The gratitude the writer asks for in Hebrews 12:28 is to be expressed in the form of reverence and awe (let us be thankful and so worship God with reverence and awe). The “and so” suggests he’s interested in gratitude not just for itself but as a means to the worshipful spirit he wants them to possess. This relationship between thankfulness and worship/praise is expressed frequently in the psalms (Psalm 95:2, 100—esp. v. 4) and it’s why praise is often spoken of as giving thanks (7:17,35:18, etc.).
For the Hebrew writer then, if we’re not reverent, we’re not grateful. To be overly casual with God is not, as some suppose, a mark of great spirituality—it’s indicative of a lack of appreciation for who God is and what He’s done for us. A simple test of reverence is to ask ourselves the question, “Is God living in my world or am I living in His?” The first is the default setting of the world, while the latter is the default setting of the kingdom. This is our Father’s world!

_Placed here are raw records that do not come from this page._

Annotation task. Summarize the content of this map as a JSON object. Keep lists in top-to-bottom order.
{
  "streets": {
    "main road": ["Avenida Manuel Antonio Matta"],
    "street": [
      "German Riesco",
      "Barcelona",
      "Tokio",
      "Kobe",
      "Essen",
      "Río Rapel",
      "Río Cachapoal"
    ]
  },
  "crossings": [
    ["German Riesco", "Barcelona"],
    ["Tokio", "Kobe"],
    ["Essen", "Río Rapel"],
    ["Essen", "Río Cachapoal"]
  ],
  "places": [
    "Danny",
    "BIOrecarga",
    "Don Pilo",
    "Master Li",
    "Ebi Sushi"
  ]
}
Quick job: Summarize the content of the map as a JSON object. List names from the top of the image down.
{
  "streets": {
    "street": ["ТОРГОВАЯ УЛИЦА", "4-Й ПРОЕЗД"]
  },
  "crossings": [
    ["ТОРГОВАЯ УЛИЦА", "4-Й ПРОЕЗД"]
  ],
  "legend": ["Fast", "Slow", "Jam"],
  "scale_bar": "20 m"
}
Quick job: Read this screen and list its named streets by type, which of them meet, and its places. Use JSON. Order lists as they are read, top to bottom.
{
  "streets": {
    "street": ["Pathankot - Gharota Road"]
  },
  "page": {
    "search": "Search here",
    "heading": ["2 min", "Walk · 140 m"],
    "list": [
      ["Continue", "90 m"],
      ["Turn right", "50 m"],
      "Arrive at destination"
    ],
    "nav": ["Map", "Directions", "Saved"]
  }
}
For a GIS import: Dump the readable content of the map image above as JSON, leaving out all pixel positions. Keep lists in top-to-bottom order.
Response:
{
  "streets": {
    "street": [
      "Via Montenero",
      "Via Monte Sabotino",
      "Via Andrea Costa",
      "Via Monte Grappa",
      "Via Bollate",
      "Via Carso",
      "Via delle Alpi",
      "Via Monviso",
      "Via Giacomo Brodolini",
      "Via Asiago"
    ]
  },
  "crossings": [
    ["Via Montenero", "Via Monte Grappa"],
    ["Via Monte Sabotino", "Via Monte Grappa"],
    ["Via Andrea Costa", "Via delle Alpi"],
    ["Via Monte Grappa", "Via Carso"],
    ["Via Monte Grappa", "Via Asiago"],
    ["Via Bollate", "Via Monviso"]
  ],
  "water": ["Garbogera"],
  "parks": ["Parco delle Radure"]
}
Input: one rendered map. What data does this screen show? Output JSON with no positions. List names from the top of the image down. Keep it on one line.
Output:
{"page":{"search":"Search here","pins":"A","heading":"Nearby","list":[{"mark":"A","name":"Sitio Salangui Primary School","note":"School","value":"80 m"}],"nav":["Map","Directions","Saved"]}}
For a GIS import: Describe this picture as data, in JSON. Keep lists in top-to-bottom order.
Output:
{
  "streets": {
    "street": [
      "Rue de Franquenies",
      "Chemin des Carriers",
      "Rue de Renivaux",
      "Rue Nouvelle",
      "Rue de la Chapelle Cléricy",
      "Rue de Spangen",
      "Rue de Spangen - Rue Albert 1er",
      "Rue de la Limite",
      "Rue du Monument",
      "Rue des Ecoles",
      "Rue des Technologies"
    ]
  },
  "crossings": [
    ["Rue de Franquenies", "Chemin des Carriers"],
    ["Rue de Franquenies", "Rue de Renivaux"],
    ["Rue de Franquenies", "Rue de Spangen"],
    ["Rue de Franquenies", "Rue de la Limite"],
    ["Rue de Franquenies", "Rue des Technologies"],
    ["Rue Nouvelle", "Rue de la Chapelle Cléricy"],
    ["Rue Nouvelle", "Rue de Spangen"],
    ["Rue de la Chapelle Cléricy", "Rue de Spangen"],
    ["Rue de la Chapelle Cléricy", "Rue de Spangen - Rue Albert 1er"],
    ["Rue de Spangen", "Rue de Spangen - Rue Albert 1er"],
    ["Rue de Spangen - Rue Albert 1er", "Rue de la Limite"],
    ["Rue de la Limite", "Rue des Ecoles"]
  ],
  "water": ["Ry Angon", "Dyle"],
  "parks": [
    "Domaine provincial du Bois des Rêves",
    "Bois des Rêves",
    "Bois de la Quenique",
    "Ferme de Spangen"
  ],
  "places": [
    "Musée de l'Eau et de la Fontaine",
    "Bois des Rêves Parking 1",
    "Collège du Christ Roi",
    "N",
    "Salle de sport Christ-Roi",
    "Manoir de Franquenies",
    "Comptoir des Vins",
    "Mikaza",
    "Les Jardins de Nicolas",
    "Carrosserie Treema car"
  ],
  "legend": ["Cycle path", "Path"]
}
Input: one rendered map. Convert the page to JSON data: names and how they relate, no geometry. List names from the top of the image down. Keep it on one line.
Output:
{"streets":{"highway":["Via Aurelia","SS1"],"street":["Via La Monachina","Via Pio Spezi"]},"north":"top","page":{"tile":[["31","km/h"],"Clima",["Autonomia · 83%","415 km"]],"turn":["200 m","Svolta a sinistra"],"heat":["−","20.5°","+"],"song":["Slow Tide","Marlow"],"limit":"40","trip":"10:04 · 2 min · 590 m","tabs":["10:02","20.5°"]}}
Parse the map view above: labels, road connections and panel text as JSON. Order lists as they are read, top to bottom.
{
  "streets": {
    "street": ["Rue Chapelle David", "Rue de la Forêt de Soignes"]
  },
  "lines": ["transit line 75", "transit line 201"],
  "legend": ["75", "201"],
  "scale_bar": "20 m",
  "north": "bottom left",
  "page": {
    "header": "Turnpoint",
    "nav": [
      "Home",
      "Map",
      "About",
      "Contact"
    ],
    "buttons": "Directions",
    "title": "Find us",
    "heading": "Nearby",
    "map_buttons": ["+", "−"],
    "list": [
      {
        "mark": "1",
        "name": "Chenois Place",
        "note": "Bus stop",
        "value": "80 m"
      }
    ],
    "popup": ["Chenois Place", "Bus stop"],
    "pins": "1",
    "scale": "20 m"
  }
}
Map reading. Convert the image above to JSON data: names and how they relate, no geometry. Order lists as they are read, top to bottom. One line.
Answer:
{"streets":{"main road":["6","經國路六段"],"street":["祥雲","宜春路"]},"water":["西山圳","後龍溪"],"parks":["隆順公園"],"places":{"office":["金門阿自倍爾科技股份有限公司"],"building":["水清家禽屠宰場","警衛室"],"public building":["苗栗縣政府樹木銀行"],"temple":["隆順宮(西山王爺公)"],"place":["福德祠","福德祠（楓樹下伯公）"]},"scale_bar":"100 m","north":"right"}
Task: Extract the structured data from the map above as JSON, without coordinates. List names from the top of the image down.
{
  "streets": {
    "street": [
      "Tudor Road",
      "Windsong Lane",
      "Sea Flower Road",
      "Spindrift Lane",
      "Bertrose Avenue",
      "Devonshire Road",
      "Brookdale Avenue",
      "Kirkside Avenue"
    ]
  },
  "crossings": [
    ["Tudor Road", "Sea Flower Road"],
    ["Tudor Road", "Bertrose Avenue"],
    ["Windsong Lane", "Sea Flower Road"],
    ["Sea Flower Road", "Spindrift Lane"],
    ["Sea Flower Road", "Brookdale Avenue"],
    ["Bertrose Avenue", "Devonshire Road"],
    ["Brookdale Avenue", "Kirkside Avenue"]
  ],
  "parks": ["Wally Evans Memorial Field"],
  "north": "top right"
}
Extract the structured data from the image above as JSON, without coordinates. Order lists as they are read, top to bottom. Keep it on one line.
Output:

Recognizing it is our Father’s world is an act of bare faith that opens the eyes of our heart to see what is unseen. Humanity is no longer something that was swimming in the sea, started swinging in a tree and now it’s me. We are fearfully and wonderfully made. The universe is not a vast, bleak abyss that is the result of enormous amounts of time and chance, but something that proclaims God’s power and majesty.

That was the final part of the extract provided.